DIRECTIONS FOR THIS TASK – Going from the line that contains "for (const [x, y, r, color]" to the last line of the material below, repeat every line exactly.

——

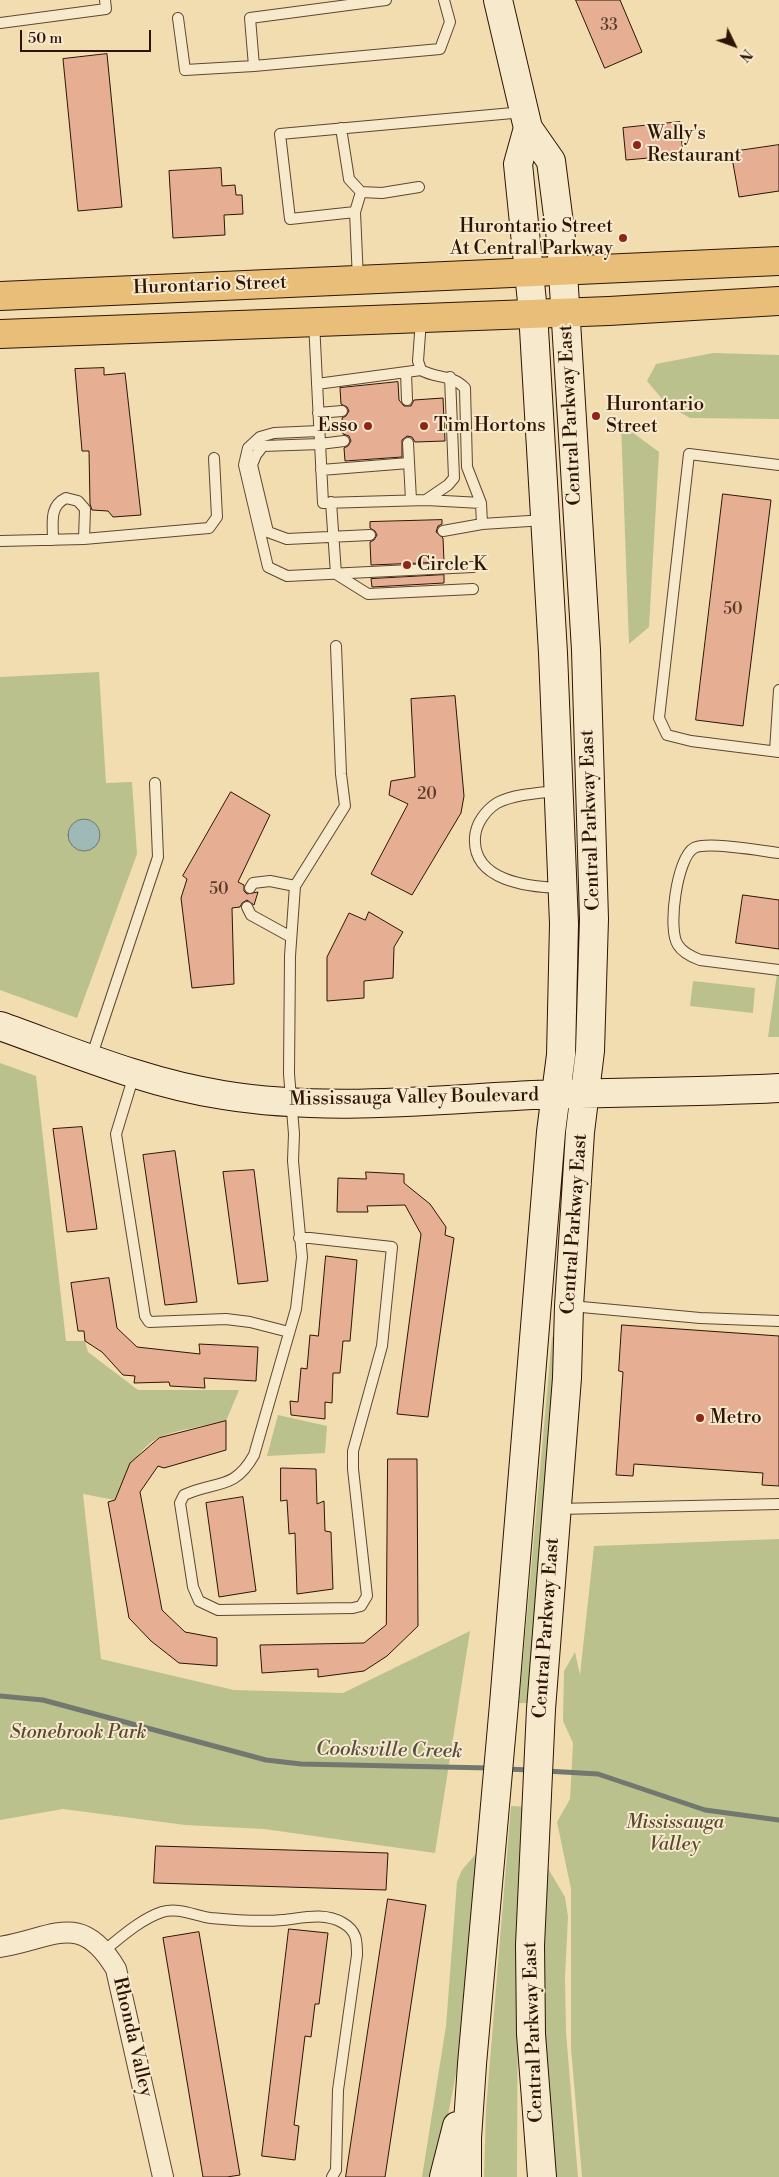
<!DOCTYPE html>
<html>
<head>
<meta charset="utf-8">
<style>
	body { margin:0 }
	#map { position:relative; width:779px; height:2177px; overflow:hidden; background:#f2ddb1; font-family:"Libre Bodoni",serif }
	canvas { display:block }
	.north { position:absolute; left:709px; top:20px; width:50px; height:50px; -webkit-text-stroke:4px #f7e9cc; paint-order:stroke; rotate:132deg; font-size:14px; font-weight:700; line-height:20px; text-align:center; color:#2e1405 }
	.north::after { content:''; display:block; margin:auto; width:18px; height:22px; background:#2e1405; clip-path:polygon(50% 0,100% 100%,50% 72%,0 100%) }
	.scale { position:absolute; left:20px; top:30px; width:131px; height:22px; box-sizing:border-box; border:2px solid #2e1405; border-top:0; padding-left:6px; font-size:15px; line-height:18px; white-space:nowrap; color:#2e1405; -webkit-text-stroke:4px #f7e9cc; paint-order:stroke }
</style>
</head>
<body>
<div id="map">
<canvas width="779" height="2177"></canvas>
<div class="north">N</div>
<div class="scale">50 m</div>
</div>
<script>
const c = document.querySelector('canvas').getContext('2d');
c.lineJoin = 'round';
function paint(path, color) {
  c.fillStyle = color;
  c.fill(path, 'evenodd');
}
function strokePath(path, color, width, dash) {
  c.strokeStyle = color;
  c.lineWidth = width;
  c.lineCap = dash ? 'butt' : 'round';
  c.setLineDash(dash || []);
  c.stroke(path);
}
function write(font, color, halo, rows, align = 'center') {
  c.font = font + ' "Libre Bodoni",serif';
  c.lineWidth = 4;
  c.setLineDash([]);
  c.textBaseline = 'middle';
  c.strokeStyle = halo;
  c.fillStyle = color;
  for (const [text, x, y, turn = 0] of rows) {
    c.save();
    c.translate(x, y);
    c.rotate((+turn || 0) * Math.PI / 180);
    c.textAlign = isNaN(turn) ? turn : align;
    if (halo) c.strokeText(text, 0, 0);
    c.fillText(text, 0, 0);
    c.restore();
  }
}
const green = new Path2D(`
	M713 353 779 355V419L690 418 667 405 647 381 656 364Z
	M621 424 659 452 649 627 629 644Z
	M99 672 106 783 132 782 137 854 77 1018 0 990V677Z
	M777 974H779V1037H768Z
	M693 981 755 988 753 1013 690 1006Z
	M0 1063 36 1076 66 1341H85L88 1352 138 1390H239L226 1421C210 1425 170 1431 158 1438 135 1451 124 1477 115 1500L83 1494 101 1659 234 1690 343 1693 470 1631 435 1853 264 1829 185 1825 63 1809 0 1820Z
	M555 1336 558 1338 530 1703H519L552 1337Z
	M278 1415 327 1426 325 1453 267 1456Z
	M779 1539V2177H582L571 2048V1889L557 1822 570 1799 573 1743 563 1721 564 1671 575 1652 580 1675 594 1546Z
	M511 1806 527 1807 518 1948 517 2177H484L486 2109Z
	M479 1850 462 2043 436 2177H422L446 2026 457 1882 462 1870Z
	M546 1865 565 1897 568 1917 565 1977 566 2032 578 2177H555L550 2131 542 1972Z`);
const water = new Path2D(`
	M68 835a16 16 0 1 1 32 0a16 16 0 1 1-32 0Z`);
const stream = new Path2D(`
	M0 1696 43 1700 266 1760 301 1764 490 1768
	M506 1769 530 1770
	M546 1771 598 1774 705 1810 779 1820`);
const building = new Path2D(`
	M576 0H620L642 52 605 68Z
	M107 54 122 207 78 211 63 59Z
	M680 122 683 155 626 160 623 128Z
	M779 145V191L739 197 731 152Z
	M221 168 222 186 235 185 236 195H242L243 214 224 215 225 235 173 238 169 171Z
	M104 368V375L125 373 141 515 113 517 108 511 92 510 90 504 89 451H82L75 369Z
	M398 382 399 400 404 406H411L414 400 443 398 445 441 415 442 412 437 407 436 402 440V457L345 461 344 448 348 446 351 441 349 436 343 434 342 418 346 416 349 411 347 407 341 404 340 388Z
	M723 494 771 500 743 726 696 720Z
	M442 520V524L438 526 436 532 443 538 444 562 371 565 370 542 374 540 377 535 375 531 370 528V522Z
	M444 575V583L372 587 371 579Z
	M455 696 464 796 461 813 412 895 371 874 408 804 389 795 391 781 415 777 411 699Z
	M231 792 270 815 238 882 244 885V891L247 894 258 892 254 905 247 900 242 903 240 907 232 908 234 984 192 988 181 898 187 879 183 876Z
	M743 895 779 900V949L736 943Z
	M369 912 403 932 394 947 393 978 364 981V998L327 1001V957L349 913 365 920Z
	M82 1127 97 1229 67 1232 53 1129Z
	M175 1151 197 1302 165 1305 143 1155Z
	M254 1170 268 1281 238 1284 223 1172Z
	M366 1172 404 1174V1183L430 1204 446 1227 445 1235 454 1238 428 1417 397 1414 421 1234 405 1205 367 1206 368 1212H337L338 1178 366 1179Z
	M326 1256 357 1260 350 1341H343L340 1373H333L332 1403 325 1402V1419L291 1415 290 1401 298 1402 301 1368 307 1369 310 1335 318 1336Z
	M109 1278 117 1328 137 1347 200 1354 199 1344 258 1347 256 1381 204 1378 205 1388 170 1386 169 1382 134 1383 135 1376 123 1375 102 1352 85 1341 84 1331H78L71 1283Z
	M622 1325 779 1336V1486L762 1485 763 1473 634 1464 633 1476 616 1475 623 1372 619 1371Z
	M226 1421V1450L164 1468 158 1466 140 1492 162 1610 185 1632 217 1638V1666L179 1663 151 1641 129 1618 108 1502 115 1500 130 1463 159 1438Z
	M388 1459H417L418 1626 387 1656 364 1671 318 1677V1669L262 1673 260 1645 364 1643 386 1625Z
	M281 1468 316 1469 317 1504 324 1501 325 1531 331 1532 333 1589 297 1594 295 1533 289 1534 287 1500 281 1501Z
	M243 1497 256 1591 219 1597 206 1503Z
	M156 1846 388 1853 386 1890 154 1883Z
	M388 1899 426 1905 385 2177H346Z
	M289 1929 328 1933 319 2004H315L311 2037 305 2036 294 2125 299 2126 295 2160 262 2156Z
	M199 1932 240 2175 227 2177H203L163 1938Z`);
const lane = new Path2D(`
	M178 18 185 70 254 66 440 49 450 22 444 0
	M0 23 106 9 105 0
	M254 66 250 18 386 0
	M341 128 349 179 361 192
	M355 212 361 192 382 193 419 187
	M358 280 355 212 290 219 280 134 524 112
	M421 320 418 361 421 370C436 379 452 374 465 388L467 467 481 503 482 524
	M314 322 323 503 426 500 481 503
	M406 372 407 400
	M317 384 421 370
	M318 413 342 411
	M319 431 274 433 260 437 248 448 244 465 268 567 287 576 473 567
	M344 441 320 444 263 446 256 455 252 465 268 532 287 539 370 535
	M408 443 411 500
	M779 465 689 454 659 718 667 735 691 741 779 752
	M321 470 409 463
	M426 500 448 485 454 478 450 377
	M331 502 336 574 368 594 473 589
	M443 531 482 524 545 520
	M53 540C53 523 49 506 66 498L78 501 85 509 84 539
	M0 541 84 539 209 528 217 517 214 458
	M775 751 779 690
	M557 791C539 793 514 794 497 803 486 810 476 823 475 837 472 881 528 887 561 888
	M779 853C762 851 707 841 694 848 677 857 667 930 678 945 683 953 692 957 700 960L779 970
	M250 888 253 883 270 881 295 886
	M247 907 251 915 291 937
	M91 1058 158 857 155 783
	M134 1075 116 1134 145 1316 149 1322 226 1319 250 1322 289 1332
	M299 1238H310L392 1247 382 1346 353 1451V1469L367 1596 361 1606 353 1608 218 1610 199 1601 193 1587 180 1503 184 1495C216 1480 234 1491 254 1455L296 1309 302 1257 293 1161 294 1134 289 1074 290 956 295 886 345 806 341 774 336 646
	M571 1306 700 1318 779 1321
	M558 1509 779 1504
	M105 1950C121 1937 141 1919 162 1912 179 1907 195 1916 211 1918 232 1920 262 1922 283 1920 303 1918 324 1912 343 1923 357 1931 357 1941 357 1955L338 2090 336 2170 332 2177`);
const street = new Path2D(`
	M0 1947C54 1938 81 1910 116 1969L163 2177`);
const secondary = new Path2D(`
	M498 0 528 128 551 161 561 239 586 650 594 919 590 1051 580 1132 569 1306 567 1378 541 1709 530 1945 531 2034 542 2177
	M0 1026C73 1052 146 1083 223 1095 333 1113 446 1098 557 1094 631 1092 705 1092 779 1088
	M444 2177 457 2126
	M467 2177V2138L472 2064 504 1704 551 1132 561 1055 564 924 553 653 533 312 518 164 528 128`);
const primary = new Path2D(`
	M0 296 779 261
	M0 334 609 311 779 301`);
const markers = [
	[637,145,5,"#8f2418"],
	[623,238,5,"#8f2418"],
	[596,416,5,"#8f2418"],
	[368,426,5,"#8f2418"],
	[424,426,5,"#8f2418"],
	[407,565,5,"#8f2418"],
	[700,1418,5,"#8f2418"]
];
const numberNames = [
	["33",609,26],
	["50",733,610],
	["20",427,795],
	["50",219,890]
];
const poiNames = [
	["Wally's",647,134],
	["Restaurant",647,156],
	["Hurontario Street",613,227,"right"],
	["At Central Parkway",613,249,"right"],
	["Hurontario",606,405],
	["Street",606,427],
	["Esso",358,426,"right"],
	["Tim Hortons",434,426],
	["Circle K",417,565],
	["Metro",710,1418]
];
const streetNames = [
	["Hurontario Street",210,286,-2],
	["Central Parkway East",571,415,-93],
	["Central Parkway East",591,820,-92],
	["Mississauga Valley Boulevard",414,1098,-1],
	["Central Parkway East",575,1224,-86],
	["Central Parkway East",547,1628,-86],
	["Central Parkway East",534,2032,-92],
	["Rhonda Valley",132,2037,77]
];
const parkNames = [
	["Stonebrook Park",78,1733],
	["Mississauga",675,1823],
	["Valley",675,1845]
];
const waterNames = [
	["Cooksville Creek",389,1751,1]
];
paint(green, '#bac18c');
paint(water, '#9fbab6');
strokePath(water, '#72786f', 1);
strokePath(stream, '#72786f', 5);
paint(building, '#e6af94');
strokePath(building, '#2e1405', 1);
strokePath(lane, '#5f4630', 12);
strokePath(street, '#5f4630', 22);
strokePath(secondary, '#2e1405', 30);
strokePath(primary, '#2e1405', 30);
strokePath(lane, '#f7e9cc', 10);
strokePath(street, '#f7e9cc', 20);
strokePath(secondary, '#f7e9cc', 28);
strokePath(primary, '#e9be78', 28);
for (const [x, y, r, color] of markers) {
  const dot = new Path2D();
  dot.arc(x, y, r, 0, 2 * Math.PI);
  c.fillStyle = color;
  c.fill(dot);
  strokePath(dot, '#f7e9cc', 2);
}
write('16px', '#5c3b29', null, numberNames);
write('19px', '#2e1405', '#f7e9cc', poiNames, 'left');
write('19px', '#2e1405', '#f7e9cc', streetNames);
write('italic 19px', '#58482e', '#f7e9cc', parkNames);
write('italic 20px', '#564e43', '#f7e9cc', waterNames);
</script>
</body>
</html>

——

TASK OUTPUT –
for (const [x, y, r, color] of markers) {
  const dot = new Path2D();
  dot.arc(x, y, r, 0, 2 * Math.PI);
  c.fillStyle = color;
  c.fill(dot);
  strokePath(dot, '#f7e9cc', 2);
}
write('16px', '#5c3b29', null, numberNames);
write('19px', '#2e1405', '#f7e9cc', poiNames, 'left');
write('19px', '#2e1405', '#f7e9cc', streetNames);
write('italic 19px', '#58482e', '#f7e9cc', parkNames);
write('italic 20px', '#564e43', '#f7e9cc', waterNames);
</script>
</body>
</html>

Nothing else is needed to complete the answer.